Whenever "canvas" appears in a line, please copy that line from the data.

**SUPPLIED RECORDS:**
·····

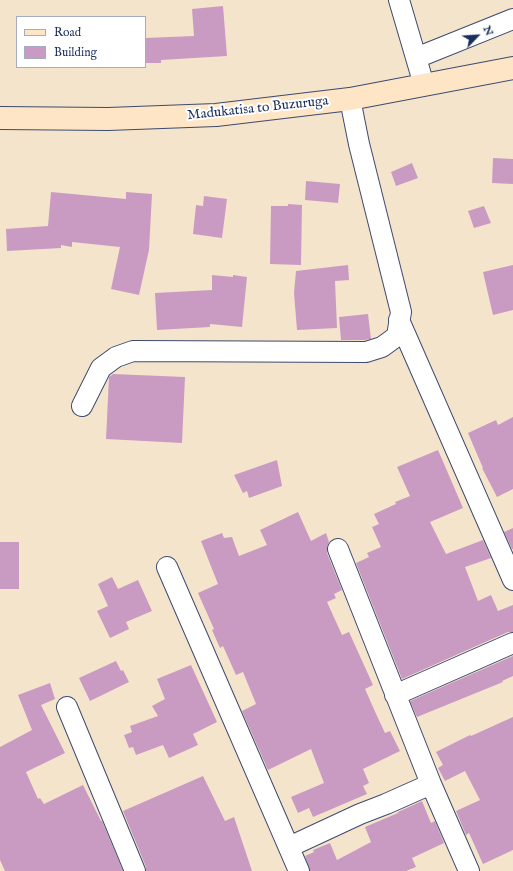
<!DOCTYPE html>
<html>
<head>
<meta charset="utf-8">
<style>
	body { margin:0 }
	#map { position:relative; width:513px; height:871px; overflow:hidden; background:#f5e4cc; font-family:"IM FELL English",serif }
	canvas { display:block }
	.legend { position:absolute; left:16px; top:16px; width:130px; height:52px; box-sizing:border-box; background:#fff; border:1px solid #a4acbf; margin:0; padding:5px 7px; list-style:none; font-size:12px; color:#1b2f5e }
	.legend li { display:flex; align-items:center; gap:8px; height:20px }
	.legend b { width:20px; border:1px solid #a4acbf }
	.north { position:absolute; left:457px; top:16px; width:40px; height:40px; -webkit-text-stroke:3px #fff; paint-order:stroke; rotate:65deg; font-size:11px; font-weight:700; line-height:16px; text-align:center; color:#1b2f5e }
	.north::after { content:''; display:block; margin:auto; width:14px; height:18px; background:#1b2f5e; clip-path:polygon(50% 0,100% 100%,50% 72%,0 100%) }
</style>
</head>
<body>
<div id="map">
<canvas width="513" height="871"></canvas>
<ul class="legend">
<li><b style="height:5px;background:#fee5c5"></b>Road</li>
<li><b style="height:11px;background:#c99bc3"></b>Building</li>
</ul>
<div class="north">N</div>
</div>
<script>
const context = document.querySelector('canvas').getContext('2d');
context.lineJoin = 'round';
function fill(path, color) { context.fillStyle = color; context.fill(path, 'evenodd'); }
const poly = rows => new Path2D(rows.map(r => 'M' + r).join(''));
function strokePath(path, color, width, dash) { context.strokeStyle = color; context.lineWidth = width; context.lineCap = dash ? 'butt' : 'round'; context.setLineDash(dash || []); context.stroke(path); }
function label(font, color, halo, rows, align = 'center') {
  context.font = font + ' "IM FELL English",serif'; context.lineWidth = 4; context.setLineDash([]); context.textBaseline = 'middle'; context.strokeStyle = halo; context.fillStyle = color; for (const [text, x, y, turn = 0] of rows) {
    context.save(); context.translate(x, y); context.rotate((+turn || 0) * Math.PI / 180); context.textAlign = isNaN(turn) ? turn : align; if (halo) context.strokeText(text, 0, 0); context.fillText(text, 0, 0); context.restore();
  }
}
const building = poly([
	[223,6,227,56,161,60,161,63,145,63,145,38,194,36,192,9],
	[493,158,513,159,513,184,492,183],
	[412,163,418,178,396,186,391,172],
	[306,181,340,184,338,203,305,200],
	[51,192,126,199,126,192,152,194,149,250,139,295,111,289,120,247,72,242,72,247,61,245,61,248,7,251,6,229,48,226],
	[204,196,227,199,222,238,193,234,196,205,203,206],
	[288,204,302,205,301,265,270,264,271,206,288,206],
	[484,206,491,223,474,228,468,211],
	[348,265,349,280,335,281,337,328,297,330,294,293,296,271],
	[513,265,513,310,493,315,483,272],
	[212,275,233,277,233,275,247,277,242,327,210,324,210,327,157,330,155,293,212,290],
	[368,314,371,339,364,340,341,340,339,317],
	[113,374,185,377,182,443,106,439,109,377],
	[513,417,513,489,497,497,482,468,483,468,468,433,496,420,498,425],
	[438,450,463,508,430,522,446,554,483,540,491,558,465,567,478,601,491,595,498,611,513,605,513,632,508,632,402,679,356,563,369,557,367,553,381,547,372,527,379,524,374,514,396,504,395,502,410,496,397,467],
	[277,460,282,486,249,498,247,491,243,493,234,475],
	[298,512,311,541,326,533,329,542,327,547,327,553,342,590,334,594,336,598,327,602,342,635,349,632,373,685,365,689,377,716,385,733,390,731,400,751,363,769,369,783,363,786,367,794,313,817,309,808,298,813,291,797,324,783,311,749,268,770,242,711,256,704,243,672,236,675,223,646,220,648,212,630,214,629,198,593,218,584,201,541,222,533,224,538,232,537,239,556,267,545,260,530],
	[513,528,513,549,512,549,504,532],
	[0,542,19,542,19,589,0,589],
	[112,577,118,589,138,580,152,611,126,622,129,629,110,638,97,611,108,606,98,584],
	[513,656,513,676,502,681,503,682,417,717,410,701],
	[116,661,121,671,123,670,129,682,90,701,79,678],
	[191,665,217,722,193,734,198,745,169,758,163,745,136,755,133,747,129,748,124,735,132,732,130,726,158,716,152,706,165,699,157,679],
	[50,683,55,699,41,705,65,753,26,772,38,799,40,798,44,804,83,785,101,821,102,821,123,871,5,871,0,860,0,747,32,730,18,695],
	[513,717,513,850,483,864,469,833,466,835,456,811,480,800,465,771,445,781,438,768,443,765,436,752,470,735,471,736],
	[203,776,225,821,234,817,252,871,146,871,146,867,123,811],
	[422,801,431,823,435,821,444,843,412,858,416,867,406,871,310,871,305,856,314,852,313,850,330,843,337,860,371,842,365,827,398,813,398,812]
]);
const street = poly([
	[399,0,424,85],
	[416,58,513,19],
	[399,320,513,580],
	[82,406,101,368,116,357,133,351,366,352,382,347,397,336,401,312,359,144,350,99],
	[338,549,431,784,469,871],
	[167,567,299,871],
	[395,695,513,643],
	[67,707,135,871],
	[289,847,360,814,386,804,431,784]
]);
const secondary = poly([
	[0,118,108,119,216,115,350,99,513,68]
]);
const streetNames = [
	["Madukatisa to Buzuruga",258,109,-6]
];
fill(building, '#c99bc3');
strokePath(street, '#3c4a6e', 22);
strokePath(secondary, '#3c4a6e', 24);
strokePath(street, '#fff', 20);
strokePath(secondary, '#fee5c5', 22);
label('14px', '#1b2f5e', '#fff', streetNames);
</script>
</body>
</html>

·····

**TASK OUTPUT:**
	canvas { display:block }
<canvas width="513" height="871"></canvas>
const context = document.querySelector('canvas').getContext('2d');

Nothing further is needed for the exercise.